Apple (Nasdaq: GOOG) is told to pay $368 million in a patent suit about video calling technology, and Google (Nasdaq: GOOG) as well as AOL lose a patent case about search engine ad patent in court decisions disclosed Tuesday.

Apple vs. VirnetX Case

VirnetX Holding Corp. was awarded $368.2 million after a federal jury yesterday said Apple Inc. infringed its patents for virtual-private-network technology used in Apple’s FaceTime video-calling function.

VirnetX, which won a $200 million settlement from Microsoft Corp. in 2010, accused Apple of infringing four patents related to private networks. The case targeted Apple’s iPhone, iPod Touch and iPad as well as Mac computers that use the FaceTime function. Apple denied infringing the patents and contends they’re invalid.

The VirnetX patents cover the use of a domain-name service to set up virtual private networks, through which a website owner can interact with customers in a secure way or an employee can work at home and get access to a company’s electronic files. VirnetX had sought $708 million in damages.

“For years Apple refused to pay fair value for the VirnetX patents,” Doug Cawley, a lawyer with McKool Smith in Dallas who represents VirnetX, said in closing arguments. “Apple says they don’t infringe. But Apple developers testified that they didn’t pay any attention to anyone’s patents when developing their system.”

Following the verdict, Cawley said VirnetX would seek an order to block further use of its inventions. Kristin Huguet, a spokeswoman for Apple, said yesterday the company had no comment.

The focus of the trial before U.S. District Judge Leonard Davis was on Apple’s FaceTime, which lets people use Mac computers to make video calls to an iPhone, iPod Touch or iPad. The Cupertino, California-based company said it used a different technology than what was covered by the VirnetX patents.

“Apple does not owe money to VirnetX,” Danny Williams, a lawyer with Williams, Morgan & Amerson in Houston who represents Apple, told the jury. “VirnetX is not entitled to money for things they did not invent. The VirnetX technology, if used, is a small part of very large, complex products.”

The case has received so much attention that Davis ordered the parties on Oct. 19 to tell their investors to stop calling the court. He said in a court filing that his office is receiving more than 10 calls a day.
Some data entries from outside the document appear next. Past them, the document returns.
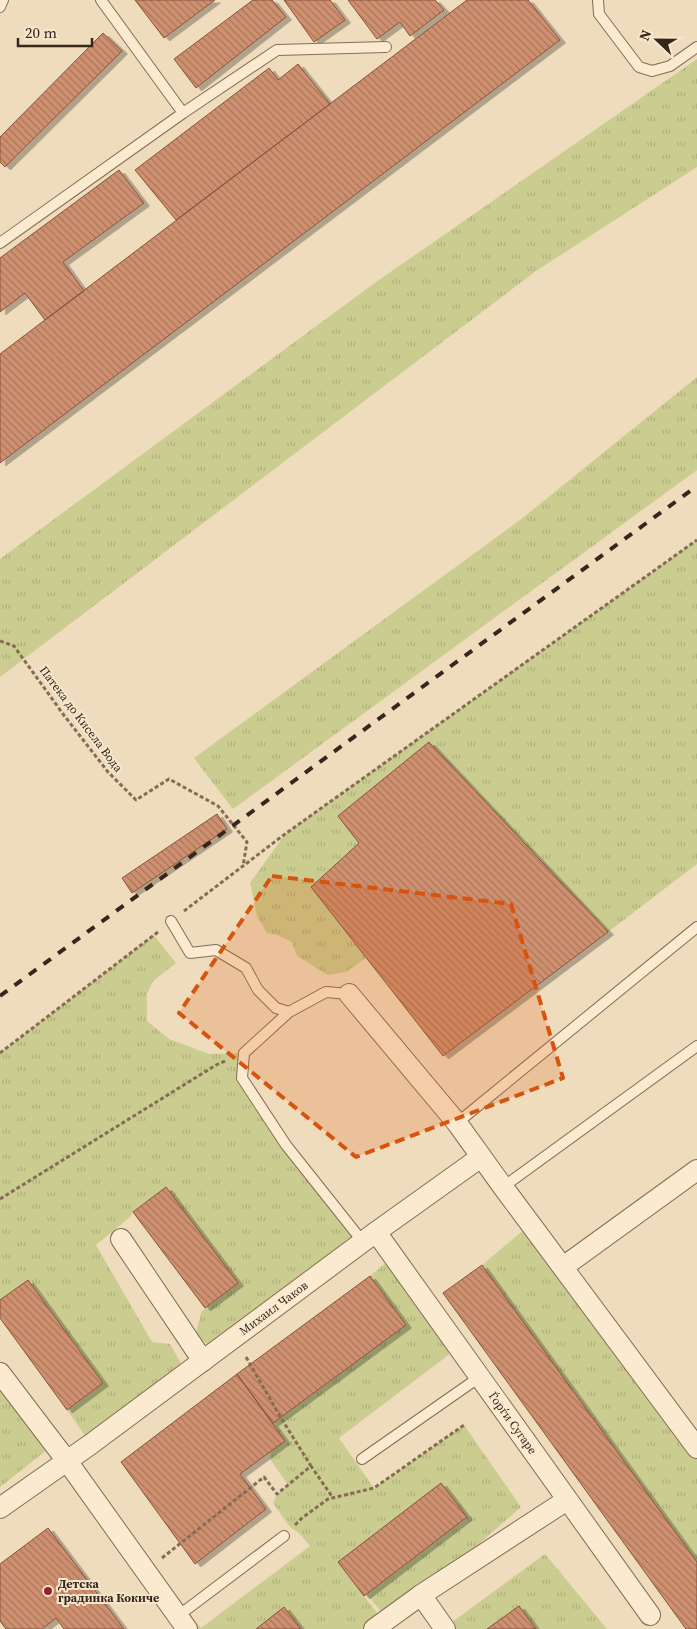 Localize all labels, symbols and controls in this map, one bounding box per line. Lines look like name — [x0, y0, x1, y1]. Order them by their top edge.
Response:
scale bar — [18, 15, 91, 47]
north arrow — [632, 15, 682, 65]
text: 20 m — [25, 22, 57, 43]
text: N — [634, 27, 656, 44]
street label: Патека до Кисела Вода — [36, 663, 127, 776]
street label: Михаил Чаков — [236, 1277, 311, 1339]
street label: Ѓорѓи Сугаре — [485, 1389, 541, 1458]
place label: Детска градинка Кокиче — [58, 1576, 159, 1606]
marker: Детска градинка Кокиче — [42, 1585, 54, 1597]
The technology stemmed from work performed by SAIC Inc. for the U.S. Central Intelligence Agency to develop secure communications, VirnetX has said. VirnetX, based in Zephyr Cove, Nevada, was formed by former employees of SAIC, which was named as a party in the complaint though isn’t participating. According to VirnetX regulatory filings, McLean, Virginia-based SAIC may be entitled to a share of any verdict or settlement.

Vringo vs. Google, AOL

Vringo Inc., owner of technology developed by the Lycos Inc. search engine, said it was awarded about $30 million from Google Inc. and some Google customers, including AOL Inc., over patented ways to generate advertising revenue.

The companies infringed two patents owned by Vringo, a federal jury in Norfolk, Virginia, decided today. Vringo said it was awarded a 3.5 percent continuing royalty rate on the patents, which expire in 2016.

Vringo claimed Google’s Adsense program, which is also used as the advertising platform for third-party companies and AOL Search Marketplace, infringed the patents. The company had been seeking $493 million, before U.S. District Judge Raymond Jackson ruled that Vringo couldn’t collect any damages that might have occurred before the suit was filed in September 2011.

“We remain confident that the patents here are invalid, that we did not infringe them, and that we will ultimately win this case,” Google attorney Catherine Lacavera said in a statement.

Google was told to pay $15.8 million, AOL $7.94 million, and IAC Search & Media Inc. $6.65 million, Vringo said in a statement. Target Corp. was told to pay $98,833 and Gannett Co. $4,322. The companies all use Google’s program to display ads based on search results.

Jackson still has to rule on one validity issue, and both companies are expected to file post- trial arguments, Vringo said.